▶ Work order:
Scan the listing for the word "Santa", and copy out each line where it is found.

▶ Listed records:
=== Section Start ===
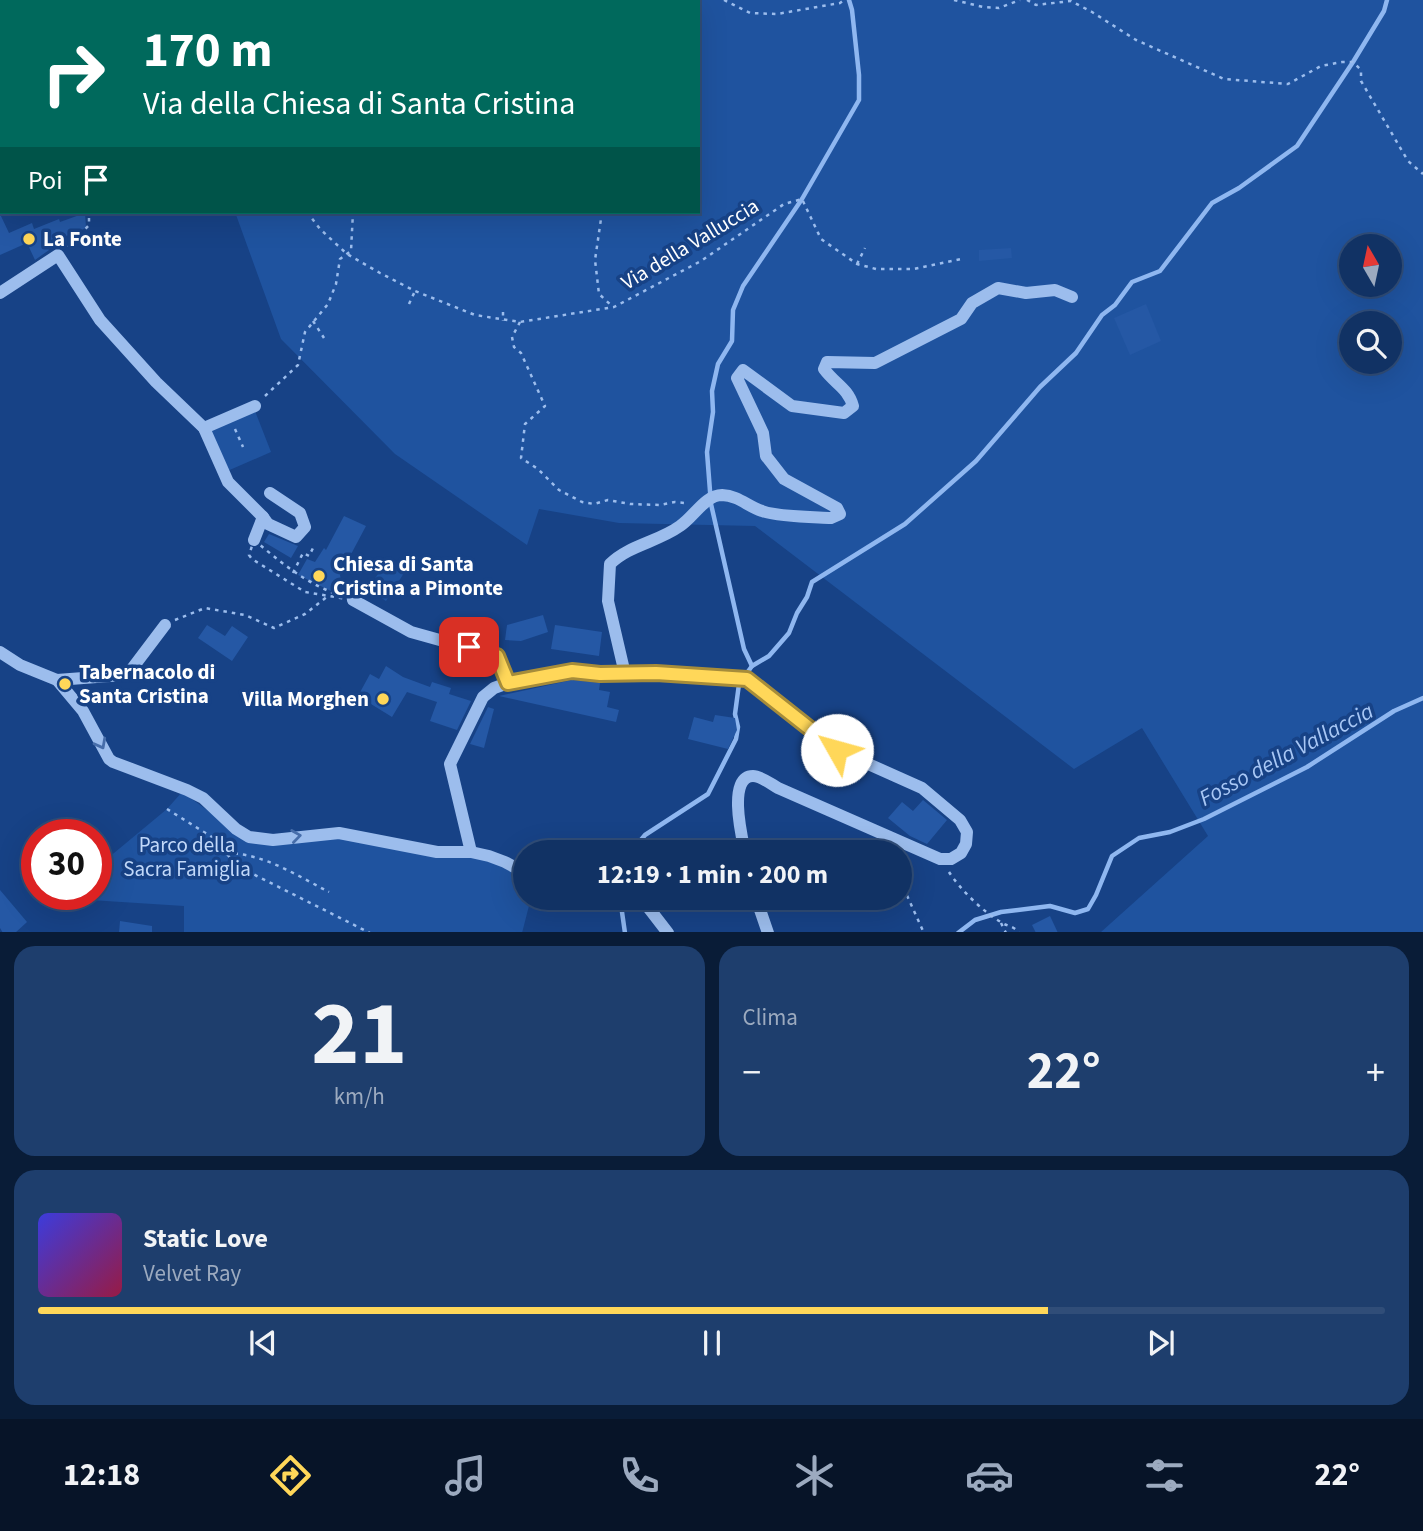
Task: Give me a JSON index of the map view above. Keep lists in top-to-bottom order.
{
  "streets": {
    "path": ["Via della Valluccia"]
  },
  "water": ["Fosso della Vallaccia"],
  "parks": ["Parco della Sacra Famiglia"],
  "places": [
    "La Fonte",
    "Chiesa di Santa Cristina a Pimonte",
    "Tabernacolo di Santa Cristina",
    "Villa Morghen"
  ],
  "north": "top",
  "page": {
    "turn": ["170 m", "Via della Chiesa di Santa Cristina"],
    "then": "Poi",
    "limit": "30",
    "trip": "12:19 · 1 min · 200 m",
    "tile": [
      ["21", "km/h"],
      "Clima"
    ],
    "heat": ["−", "22°", "+"],
    "song": ["Static Love", "Velvet Ray"],
    "tabs": ["12:18", "22°"]
  }
}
=== Section End ===
▶ Output:
    "Chiesa di Santa Cristina a Pimonte",
    "Tabernacolo di Santa Cristina",
    "turn": ["170 m", "Via della Chiesa di Santa Cristina"],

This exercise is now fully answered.